Verbatim copy, images excluded: write out each record shown below.
START LISTED RECORDS
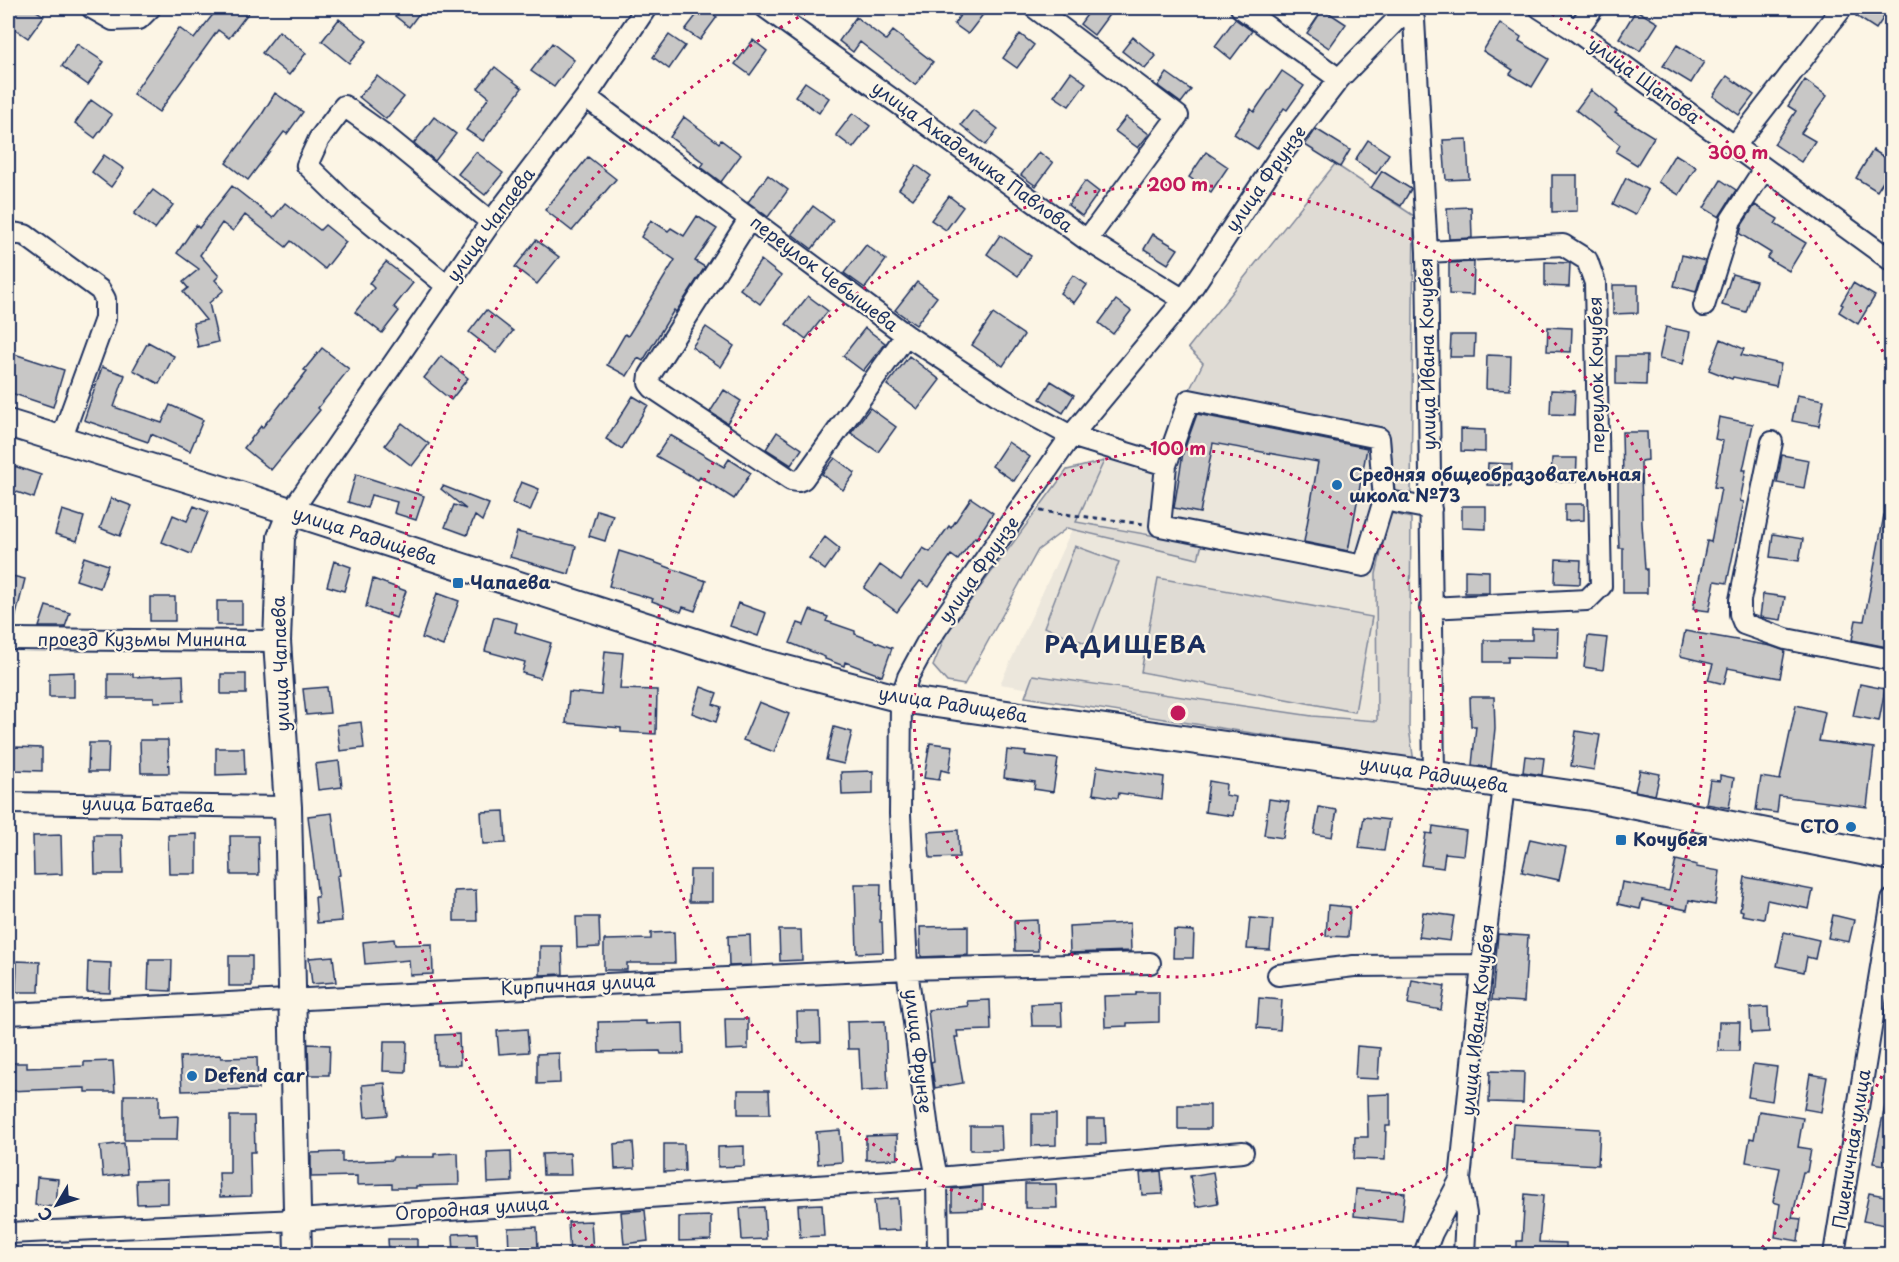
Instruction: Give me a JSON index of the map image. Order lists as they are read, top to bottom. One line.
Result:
{"streets":{"main road":["улица Чапаева","улица Радищева"],"street":["улица Щапова","улица Академика Павлова","улица Фрунзе","переулок Чебышева","улица Ивана Кочубея","переулок Кочубея","проезд Кузьмы Минина","улица Батаева","Кирпичная улица","Пшеничная улица","Огородная улица"]},"crossings":[["улица Академика Павлова","улица Фрунзе"],["улица Фрунзе","переулок Чебышева"],["улица Фрунзе","улица Ивана Кочубея"],["улица Фрунзе","улица Радищева"],["улица Фрунзе","Кирпичная улица"],["улица Фрунзе","Огородная улица"],["улица Чапаева","переулок Чебышева"],["улица Чапаева","улица Радищева"],["улица Чапаева","проезд Кузьмы Минина"],["улица Чапаева","улица Батаева"],["улица Чапаева","Кирпичная улица"],["улица Чапаева","Огородная улица"],["улица Ивана Кочубея","переулок Кочубея"],["улица Ивана Кочубея","улица Радищева"]],"districts":["РАДИЩЕВА"],"places":{"other":["Средняя общеобразовательная школа №73","СТО","Defend car"],"transit":["Чапаева","Кочубея"]},"north":"bottom left","rings":["300 m","200 m","100 m"]}
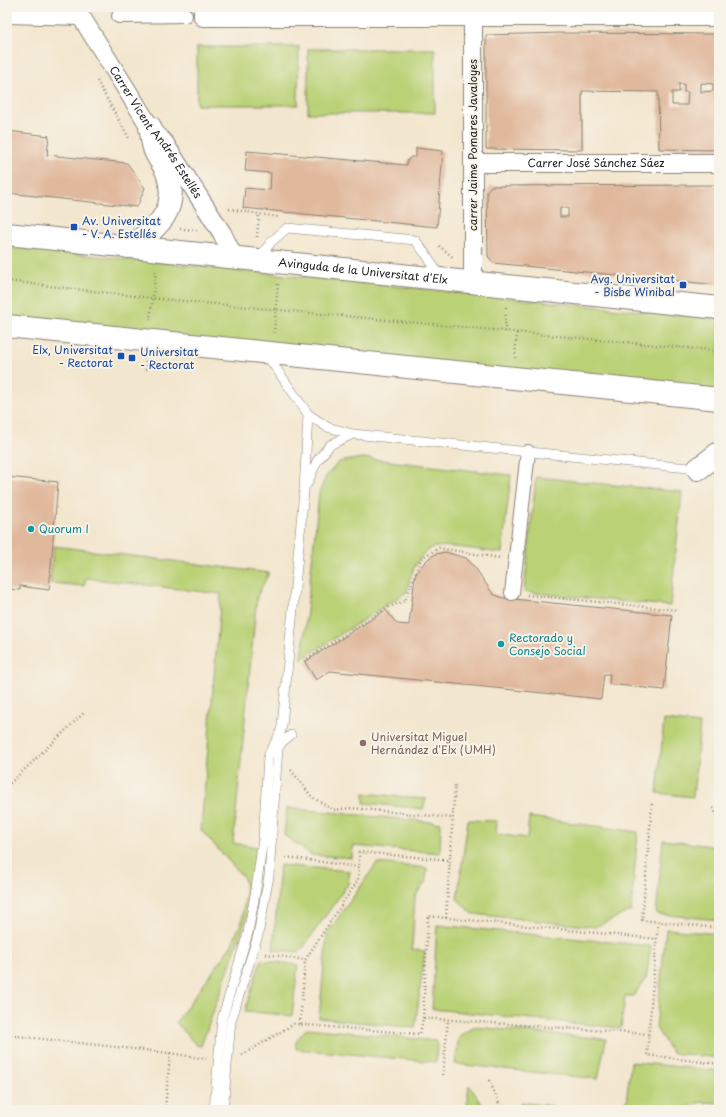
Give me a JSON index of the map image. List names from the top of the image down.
{
  "streets": {
    "highway": ["Avinguda de la Universitat d'Elx"],
    "street": ["Carrer Vicent Andrés Estellés", "carrer Jaime Pomares Javaloyes", "Carrer José Sánchez Sáez"]
  },
  "crossings": [
    ["Carrer Vicent Andrés Estellés", "Avinguda de la Universitat d'Elx"],
    ["carrer Jaime Pomares Javaloyes", "Carrer José Sánchez Sáez"],
    ["carrer Jaime Pomares Javaloyes", "Avinguda de la Universitat d'Elx"]
  ],
  "places": {
    "transit": [
      "Av. Universitat - V. A. Estellés",
      "Avg. Universitat - Bisbe Winibal",
      "Elx, Universitat - Rectorat",
      "Universitat - Rectorat"
    ],
    "other": ["Quorum I", "Rectorado y Consejo Social", "Universitat Miguel Hernández d'Elx (UMH)"]
  }
}
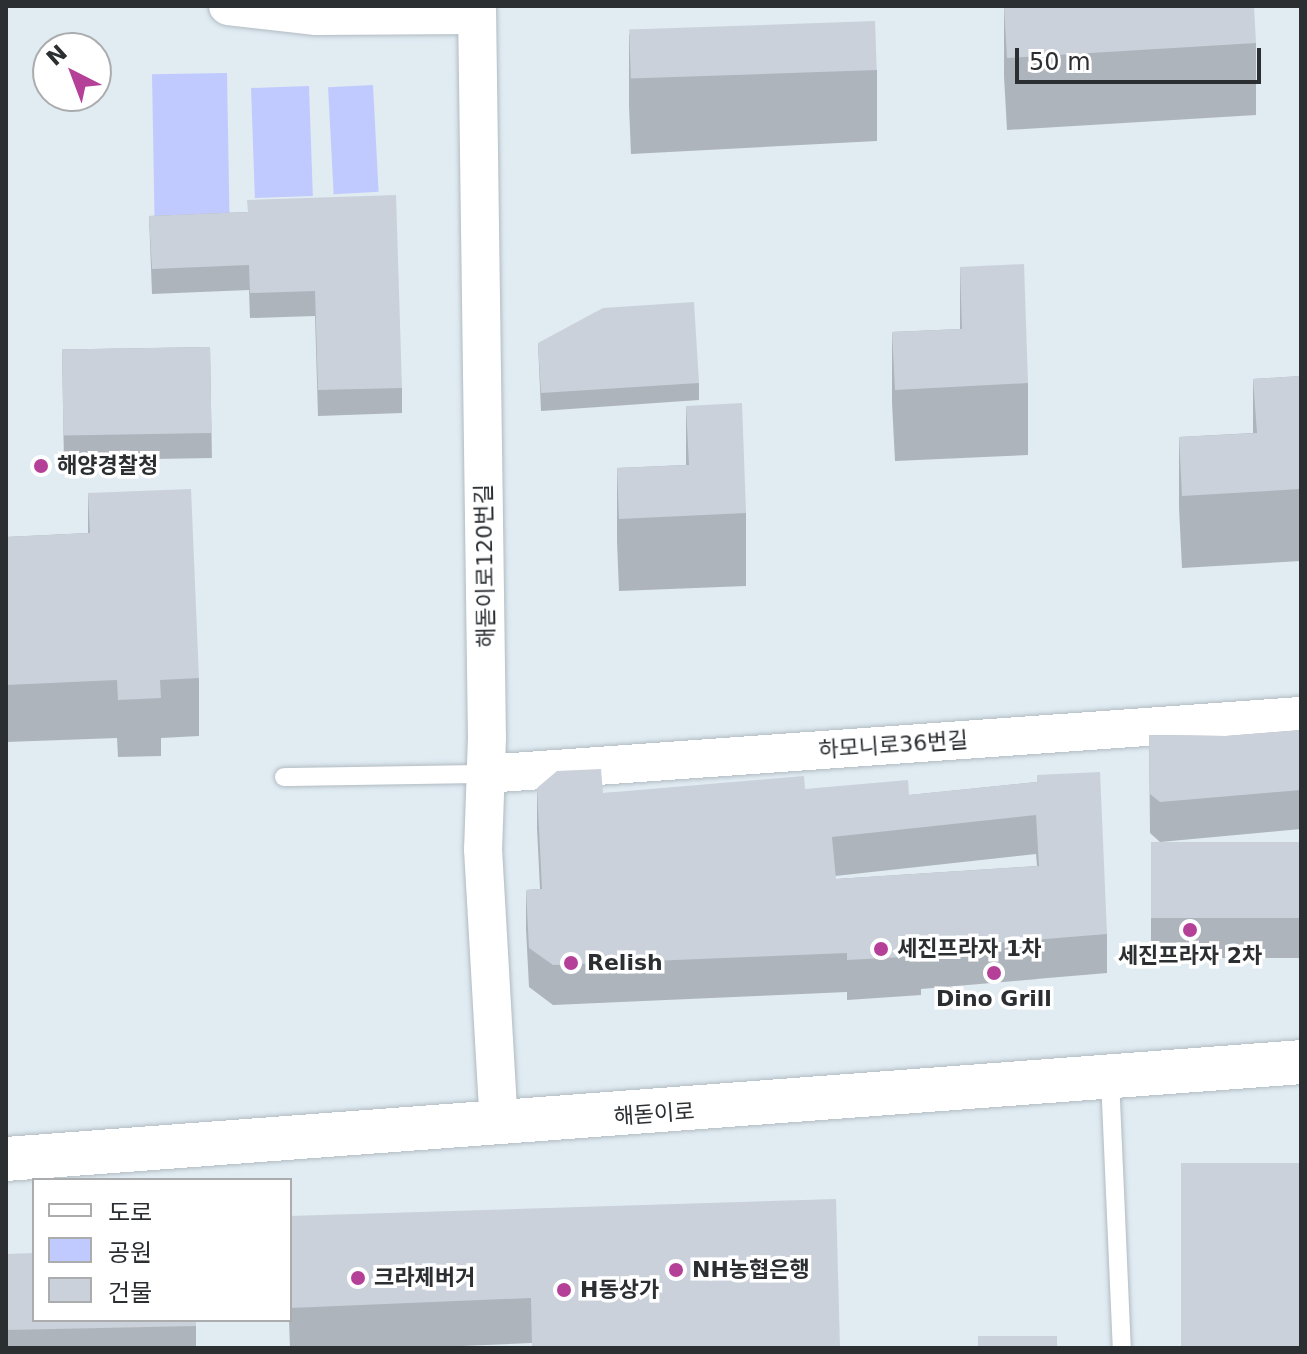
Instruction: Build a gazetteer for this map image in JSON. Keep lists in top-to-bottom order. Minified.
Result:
{"streets":{"street":["해돋이로120번길","하모니로36번길","해돋이로"]},"crossings":[["해돋이로120번길","하모니로36번길"],["해돋이로120번길","해돋이로"]],"places":["해양경찰청","세진프라자 2차","세진프라자 1차","Relish","Dino Grill","NH농협은행","크라제버거","H동상가"],"legend":["도로","공원","건물"],"scale_bar":"50 m","north":"top left"}
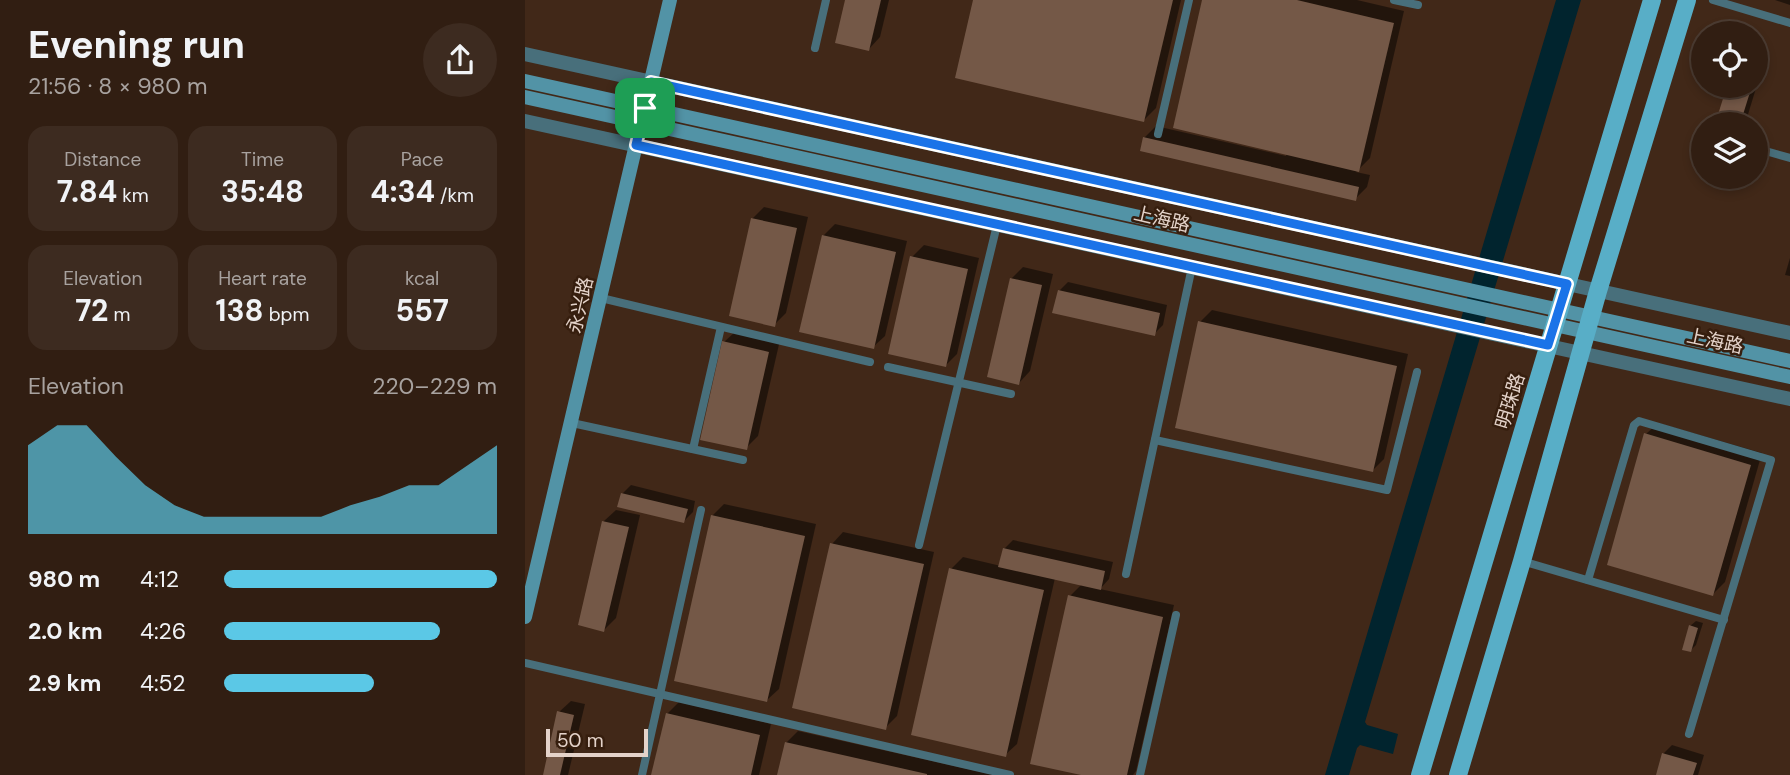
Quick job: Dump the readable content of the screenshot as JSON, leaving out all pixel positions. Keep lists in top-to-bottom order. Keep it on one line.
END LISTED RECORDS
▶ _SOLUTION TO THIS PROBLEM_
Instruction: Give me a JSON index of the map image. Order lists as they are read, top to bottom. One line.
Result:
{"streets":{"main road":["улица Чапаева","улица Радищева"],"street":["улица Щапова","улица Академика Павлова","улица Фрунзе","переулок Чебышева","улица Ивана Кочубея","переулок Кочубея","проезд Кузьмы Минина","улица Батаева","Кирпичная улица","Пшеничная улица","Огородная улица"]},"crossings":[["улица Академика Павлова","улица Фрунзе"],["улица Фрунзе","переулок Чебышева"],["улица Фрунзе","улица Ивана Кочубея"],["улица Фрунзе","улица Радищева"],["улица Фрунзе","Кирпичная улица"],["улица Фрунзе","Огородная улица"],["улица Чапаева","переулок Чебышева"],["улица Чапаева","улица Радищева"],["улица Чапаева","проезд Кузьмы Минина"],["улица Чапаева","улица Батаева"],["улица Чапаева","Кирпичная улица"],["улица Чапаева","Огородная улица"],["улица Ивана Кочубея","переулок Кочубея"],["улица Ивана Кочубея","улица Радищева"]],"districts":["РАДИЩЕВА"],"places":{"other":["Средняя общеобразовательная школа №73","СТО","Defend car"],"transit":["Чапаева","Кочубея"]},"north":"bottom left","rings":["300 m","200 m","100 m"]}
Give me a JSON index of the map image. List names from the top of the image down.
{
  "streets": {
    "highway": ["Avinguda de la Universitat d'Elx"],
    "street": ["Carrer Vicent Andrés Estellés", "carrer Jaime Pomares Javaloyes", "Carrer José Sánchez Sáez"]
  },
  "crossings": [
    ["Carrer Vicent Andrés Estellés", "Avinguda de la Universitat d'Elx"],
    ["carrer Jaime Pomares Javaloyes", "Carrer José Sánchez Sáez"],
    ["carrer Jaime Pomares Javaloyes", "Avinguda de la Universitat d'Elx"]
  ],
  "places": {
    "transit": [
      "Av. Universitat - V. A. Estellés",
      "Avg. Universitat - Bisbe Winibal",
      "Elx, Universitat - Rectorat",
      "Universitat - Rectorat"
    ],
    "other": ["Quorum I", "Rectorado y Consejo Social", "Universitat Miguel Hernández d'Elx (UMH)"]
  }
}
Instruction: Build a gazetteer for this map image in JSON. Keep lists in top-to-bottom order. Minified.
Result:
{"streets":{"street":["해돋이로120번길","하모니로36번길","해돋이로"]},"crossings":[["해돋이로120번길","하모니로36번길"],["해돋이로120번길","해돋이로"]],"places":["해양경찰청","세진프라자 2차","세진프라자 1차","Relish","Dino Grill","NH농협은행","크라제버거","H동상가"],"legend":["도로","공원","건물"],"scale_bar":"50 m","north":"top left"}
Quick job: Dump the readable content of the screenshot as JSON, leaving out all pixel positions. Keep lists in top-to-bottom order. Keep it on one line.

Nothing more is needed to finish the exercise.